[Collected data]
□ □ □

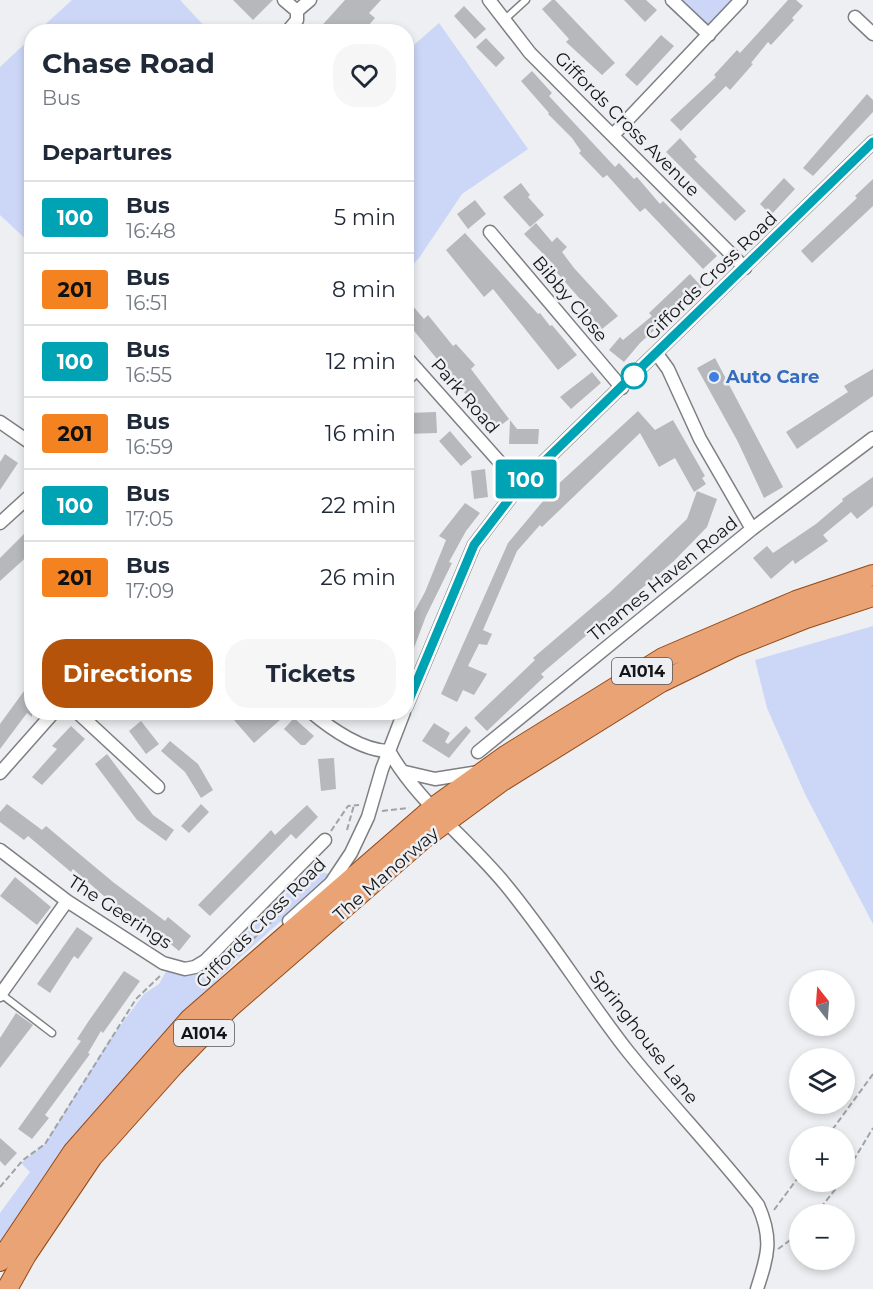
<!DOCTYPE html>
<html lang="en">
<head>
<meta charset="utf-8">
<style>
	:root { --surface:#fff; --page:#f6f6f7; --text:#1f2937; --muted:#747a83; --line:#e0e1e3; --accent:#b45309 }
	body { margin:0; font-family:Montserrat,sans-serif; background:var(--page); color:var(--text); height:100vh; display:flex; flex-direction:column; font-size:22px; white-space:nowrap }
	* { box-sizing:border-box; margin:0 }
	p { font-size:20px; color:var(--muted) }
	.icon { flex:none; width:33px; height:33px; fill:none; stroke:currentColor; stroke-width:2; stroke-linecap:round; stroke-linejoin:round }
	.map { position:relative; flex:1; overflow:hidden }
	.sheet { position:absolute; left:24px; top:24px; width:390px; height:696px; display:flex; flex-direction:column; background:var(--surface); border-radius:24px; box-shadow:0 3px 9px #0003 }
	.sheet>* { flex:none }
	.badge { padding:0 12px; border-radius:4px; font-size:21px; line-height:39px }
	.needle { width:39px; rotate:343deg }
	.tools { position:absolute; left:789px; top:970px; display:grid; gap:12px }
	.tools a { display:grid; place-items:center; width:66px; height:66px; border-radius:50%; background:var(--surface); box-shadow:0 3px 9px #0003; font-size:30px }
	.map>.badge { position:absolute; translate:-50% -50%; box-shadow:0 0 0 3px #fff }
	h2 { padding:0 18px; font-size:22px; line-height:54px }
	.round { display:grid; place-items:center; flex:none; width:63px; height:63px; border-radius:24px; background:var(--page) }
	.overview { display:flex; align-items:center; justify-content:space-between; height:102px; padding:0 18px }
	h1 { font-size:28px; font-weight:700; line-height:45px }
	.primary-button { display:flex; gap:12px; margin-top:auto; padding:12px 18px }
	.primary-button a { flex:1; height:69px; border-radius:24px; background:var(--accent); color:#fff; font-size:24px; font-weight:700; line-height:69px; text-align:center }
	.primary-button a+a { background:var(--page); color:var(--text) }
	ul { padding:0; list-style:none }
	li { display:flex; align-items:center; gap:18px; height:72px; padding:0 18px; border-top:2px solid var(--line) }
	li div { flex:1 }
	li b { display:block; font-size:22px }
	li em { font-style:normal }
	li .badge { min-width:66px; font-weight:700; text-align:center }
	.map>svg:first-child { display:block }
</style>
</head>
<body>
<div class="map">
<svg width="873" height="1289" viewBox="0 0 873 1289">
	<rect width="100%" height="100%" fill="#edeff2"/>
	<path fill="#ccd7f8" d="M 72,0 L 180,0 L 209,31 L 38,31 Z
		M 672,0 L 741,0 L 709,35 Z
		M 439,23 L 528,149 L 462,194 L 419,258 L 407,271 L 407,51 Z
		M 31,38 L 31,244 L 0,215 L 0,67 Z
		M 873,626 L 873,924 L 805,794 L 767,708 L 755,660 Z
		M 311,869 L 333,875 L 237,960 L 168,1030 L 0,1247 L 0,1213 L 30,1172 L 21,1163 L 45,1144 L 108,1042 L 144,994 L 159,984 L 168,968 C 185,975 194,976 210,969 Z"/>
	<path fill="#b7b8bc" d="M 233,0 L 273,0 L 253,20 Z
		M 345,0 L 381,0 L 369,13 L 375,18 L 363,32 L 316,32 Z
		M 552,0 L 555,0 L 615,63 L 602,75 L 566,42 L 569,39 L 542,9 Z
		M 624,0 L 646,0 L 657,10 L 645,22 Z
		M 788,0 L 796,0 L 803,6 L 792,18 L 794,20 L 771,45 L 768,42 L 751,63 L 753,64 L 730,90 L 726,86 L 681,131 L 670,120 L 716,77 L 714,75 L 737,50 L 740,53 Z
		M 464,6 L 486,29 L 475,39 L 454,16 Z
		M 661,35 L 674,46 L 637,86 L 625,75 Z
		M 486,38 L 505,58 L 496,67 L 476,47 Z
		M 532,71 L 552,93 L 549,96 L 615,167 L 619,163 L 634,179 L 637,177 L 660,204 L 663,201 L 717,256 L 703,269 L 645,208 L 640,212 L 607,175 L 603,178 L 579,153 L 581,151 L 572,138 L 548,114 L 549,113 L 521,81 Z
		M 867,94 L 873,100 L 873,112 L 813,176 L 803,168 Z
		M 680,138 L 697,157 L 694,159 L 746,211 L 735,221 L 666,152 Z
		M 784,178 L 795,189 L 771,215 L 760,204 Z
		M 873,179 L 873,206 L 812,263 L 801,251 L 857,198 L 855,196 Z
		M 521,183 L 530,195 L 528,197 L 544,215 L 530,227 L 503,197 Z
		M 475,200 L 486,214 L 468,229 L 457,214 Z
		M 536,223 L 552,242 L 557,237 L 567,247 L 562,252 L 574,268 L 618,316 L 602,329 L 577,302 L 580,299 L 552,267 L 554,265 L 524,234 Z
		M 465,233 L 538,314 L 540,313 L 550,326 L 552,325 L 577,355 L 558,370 L 493,289 L 484,297 L 446,250 Z
		M 690,274 L 702,287 L 640,343 L 624,362 L 609,350 L 620,337 L 623,340 L 652,316 L 649,313 Z
		M 406,298 L 424,319 L 428,315 L 453,346 L 456,344 L 475,365 L 471,369 L 509,419 L 495,430 L 406,321 Z
		M 715,358 L 783,487 L 764,498 L 738,442 L 697,368 Z
		M 873,369 L 873,396 L 797,449 L 786,432 L 848,392 L 844,386 Z
		M 592,372 L 601,383 L 571,409 L 560,397 Z
		M 638,411 L 655,430 L 673,420 L 705,476 L 702,478 L 706,484 L 694,492 L 675,458 L 659,467 L 640,433 L 542,527 L 540,525 L 517,551 L 483,630 L 492,634 L 487,645 L 479,644 L 468,666 L 487,674 L 474,695 L 463,690 L 457,702 L 441,694 L 508,543 L 554,488 Z
		M 436,412 L 437,433 L 406,434 L 406,413 Z
		M 510,420 L 517,429 L 539,429 L 538,444 L 509,444 Z
		M 450,431 L 472,457 L 461,466 L 439,441 Z
		M 5,454 L 18,463 L 0,490 L 0,462 Z
		M 485,469 L 488,497 L 474,499 L 471,471 Z
		M 873,477 L 873,506 L 857,519 L 851,512 L 823,535 L 828,541 L 795,564 L 793,560 L 771,579 L 753,558 L 767,546 L 773,553 L 816,524 L 843,501 L 842,499 Z
		M 697,491 L 717,499 L 707,527 L 674,561 L 541,674 L 544,677 L 487,731 L 474,718 L 535,660 L 533,658 L 609,593 L 687,519 Z
		M 465,503 L 480,513 L 466,531 L 449,562 L 452,563 L 426,616 L 406,669 L 406,627 L 425,592 L 446,540 L 439,536 Z
		M 32,526 L 32,552 L 0,581 L 0,558 Z
		M 32,680 L 32,717 L 27,713 L 0,749 L 0,724 Z
		M 227,712 L 273,712 L 280,720 L 254,743 Z
		M 294,718 L 314,736 L 305,745 L 301,745 L 284,729 Z
		M 141,721 L 159,744 L 146,754 L 129,731 Z
		M 434,723 L 450,733 L 445,742 L 448,744 L 466,726 L 471,731 L 449,758 L 422,741 Z
		M 71,726 L 85,739 L 42,785 L 32,777 L 57,749 L 52,746 Z
		M 170,741 L 198,764 L 213,790 L 201,798 L 185,772 L 161,751 Z
		M 107,754 L 153,815 L 174,830 L 166,841 L 137,820 L 95,764 Z
		M 334,758 L 336,789 L 321,791 L 318,759 Z
		M 7,804 L 42,830 L 46,826 L 113,882 L 165,921 L 168,917 L 191,936 L 179,951 L 151,928 L 149,930 L 121,908 L 120,910 L 73,869 L 71,872 L 28,836 L 24,840 L 0,822 L 0,812 Z
		M 201,804 L 209,812 L 189,833 L 181,826 Z
		M 307,805 L 318,817 L 296,839 L 291,834 L 210,916 L 198,905 L 271,830 L 275,835 Z
		M 15,877 L 51,907 L 37,925 L 0,896 Z
		M 77,927 L 93,938 L 78,959 L 74,956 L 50,993 L 37,984 Z
		M 124,971 L 140,981 L 103,1033 L 101,1031 L 88,1053 L 90,1054 L 45,1115 L 49,1118 L 32,1139 L 18,1129 L 81,1041 L 77,1039 L 88,1022 Z
		M 16,1013 L 33,1025 L 0,1068 L 0,1038 Z
		M 0,1138 L 17,1153 L 5,1166 L 0,1161 Z"/>
	<g fill="none" stroke-linecap="round" stroke-linejoin="round">
		<defs>
			<path id="lane" d="M 504,20 L 526,0
				M 1,994 L 52,1033"/>
			<path id="street" d="M 284,0 L 297,11
				M 489,0 L 530,53 L 745,268
				M 672,0 L 709,35
				M 297,11 L 310,0
				M 855,17 L 873,34
				M 287,32 L 297,20 L 297,11
				M 613,135 L 741,0
				M 490,232 L 622,388
				M 657,354 L 668,369 L 700,439 L 752,529
				M 406,357 L 520,485
				M 406,380 L 417,369
				M 0,422 L 32,444
				M 0,523 L 32,494
				M 406,707 L 474,545 L 520,485 L 873,142
				M 77,712 L 158,787
				M 311,712 C 331,729 363,751 389,751
				M 389,751 C 418,802 468,839 505,884 C 549,937 584,995 626,1049 C 668,1102 716,1151 758,1205 C 773,1239 768,1255 757,1289
				M 478,752 L 752,529 L 873,438
				M 405,772 L 435,779 L 479,772
				M 0,773 L 54,712
				M 0,850 L 67,901 L 163,963 L 185,969 L 195,967 L 205,961 L 325,840
				M 289,921 L 331,883 L 351,853 L 368,817 L 382,769 L 404,712
				M 0,995 L 67,901"/>
			<path id="primary" d="M 0,1261 L 73,1152 L 190,1019 L 433,808 L 507,755 L 663,658 L 796,601 L 873,575
				M 7,1289 L 26,1255 L 92,1157 L 174,1065 L 229,1008 L 423,839 L 502,781 L 661,682 L 733,647 L 806,618 L 873,596"/>
		</defs>
		<use href="#lane" stroke="#7e7f83" stroke-width="9"/>
		<use href="#street" stroke="#7e7f83" stroke-width="15"/>
		<use href="#primary" stroke="#954917" stroke-width="22"/>
		<path stroke="#a1a3a5" stroke-width="2" stroke-dasharray="6 3" stroke-linecap="butt" d="M 382,811 L 409,808
			M 347,830 L 354,805
			M 331,831 L 348,806 L 359,805
			M 214,975 L 278,916
			M 827,1137 L 873,1074
			M 844,1176 L 873,1128
			M 0,1187 L 23,1160 L 45,1144 L 136,999 L 162,974
			M 774,1210 L 800,1175
			M 815,1215 L 841,1182
			M 778,1249 L 800,1233"/>
		<use href="#lane" stroke="#fff" stroke-width="6"/>
		<use href="#street" stroke="#fff" stroke-width="12"/>
		<use href="#primary" stroke="#e9a374" stroke-width="20"/>
	</g>
	<g fill="none" stroke-linecap="round" stroke-linejoin="round">
		<defs>
			<path id="line" d="M 406,707 L 474,545 L 520,485 L 873,142"/>
		</defs>
		<use href="#line" stroke="#fff" stroke-width="14"/>
		<use href="#line" stroke="#00a3b4" stroke-width="9"/>
	</g>
	<circle fill="#fff" stroke="#00a3b4" stroke-width="3" cx="634" cy="376" r="12"/>
	<circle fill="#3f7fe0" stroke="#edeff2" stroke-width="2" cx="714" cy="377" r="6"/>
	<g text-anchor="middle" stroke-width="5" stroke-linejoin="round" paint-order="stroke">
		<g fill="#edeff2" stroke="#555658" stroke-width="1.5">
			<rect x="612" y="658" width="60" height="26" rx="4.5"/>
			<rect x="174" y="1020" width="60" height="26" rx="4.5"/>
		</g>
		<g font-size="16" font-weight="bold" fill="#141516">
			<text x="642" y="677">A1014</text>
			<text x="204" y="1039">A1014</text>
		</g>
		<g font-size="18" fill="#141516" stroke="#edeff2">
			<text transform="translate(627 124) rotate(45)" y="6">Giffords Cross Avenue</text>
			<text transform="translate(711 276) rotate(-44)" y="6">Giffords Cross Road</text>
			<text transform="translate(570 299) rotate(50)" y="6">Bibby Close</text>
			<text transform="translate(465 396) rotate(49)" y="6">Park Road</text>
			<text transform="translate(663 579) rotate(-39)" y="6">Thames Haven Road</text>
			<text transform="translate(386 874) rotate(-41)" y="6">The Manorway</text>
			<text transform="translate(120 912) rotate(33)" y="6">The Geerings</text>
			<text transform="translate(261 923) rotate(-45)" y="6">Giffords Cross Road</text>
			<text transform="translate(644 1037) rotate(52)" y="6">Springhouse Lane</text>
		</g>
		<g font-size="18" font-weight="bold" fill="#366cbe" stroke="#edeff2" text-anchor="start">
			<text x="726" y="383">Auto Care</text>
		</g>
	</g>
</svg>
<div class="tools">
<a><svg class="needle" viewBox="-14 -14 28 28"><path d="M0-13l5 13h-10z" fill="#e53935"/><path d="M0 13l5-13h-10z" fill="#747a83"/></svg></a>
<a><svg class="icon" aria-label="layers" viewBox="0 0 24 24"><path d="M12 4l9 5-9 5-9-5zM3 14l9 5 9-5"/></svg></a>
<a>+</a>
<a>−</a>
</div>
<b class="badge" style="left:526px;top:479px;background:#00a3b4;color:#fff">100</b>
<section class="sheet">
<div class="overview"><div><h1>Chase Road</h1><p>Bus</p></div><a class="round"><svg class="icon" aria-label="heart" viewBox="0 0 24 24"><path d="M12 20l-8-8c-3-5 5-10 8-4 3-6 11-1 8 4z"/></svg></a></div>
<h2>Departures</h2>
<ul>
<li><span class="badge" style="background:#00a3b4;color:#fff">100</span><div><b>Bus</b><p>16:48</p></div><em>5 min</em></li>
<li><span class="badge" style="background:#f58220;color:#111">201</span><div><b>Bus</b><p>16:51</p></div><em>8 min</em></li>
<li><span class="badge" style="background:#00a3b4;color:#fff">100</span><div><b>Bus</b><p>16:55</p></div><em>12 min</em></li>
<li><span class="badge" style="background:#f58220;color:#111">201</span><div><b>Bus</b><p>16:59</p></div><em>16 min</em></li>
<li><span class="badge" style="background:#00a3b4;color:#fff">100</span><div><b>Bus</b><p>17:05</p></div><em>22 min</em></li>
<li><span class="badge" style="background:#f58220;color:#111">201</span><div><b>Bus</b><p>17:09</p></div><em>26 min</em></li>
</ul>
<div class="primary-button"><a>Directions</a><a>Tickets</a></div>
</section>
</div>
</body>
</html>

□ □ □

— Aim of the task —
In the records above, collect each line with "translate".

— Output for this task —
	.map>.badge { position:absolute; translate:-50% -50%; box-shadow:0 0 0 3px #fff }
			<text transform="translate(627 124) rotate(45)" y="6">Giffords Cross Avenue</text>
			<text transform="translate(711 276) rotate(-44)" y="6">Giffords Cross Road</text>
			<text transform="translate(570 299) rotate(50)" y="6">Bibby Close</text>
			<text transform="translate(465 396) rotate(49)" y="6">Park Road</text>
			<text transform="translate(663 579) rotate(-39)" y="6">Thames Haven Road</text>
			<text transform="translate(386 874) rotate(-41)" y="6">The Manorway</text>
			<text transform="translate(120 912) rotate(33)" y="6">The Geerings</text>
			<text transform="translate(261 923) rotate(-45)" y="6">Giffords Cross Road</text>
			<text transform="translate(644 1037) rotate(52)" y="6">Springhouse Lane</text>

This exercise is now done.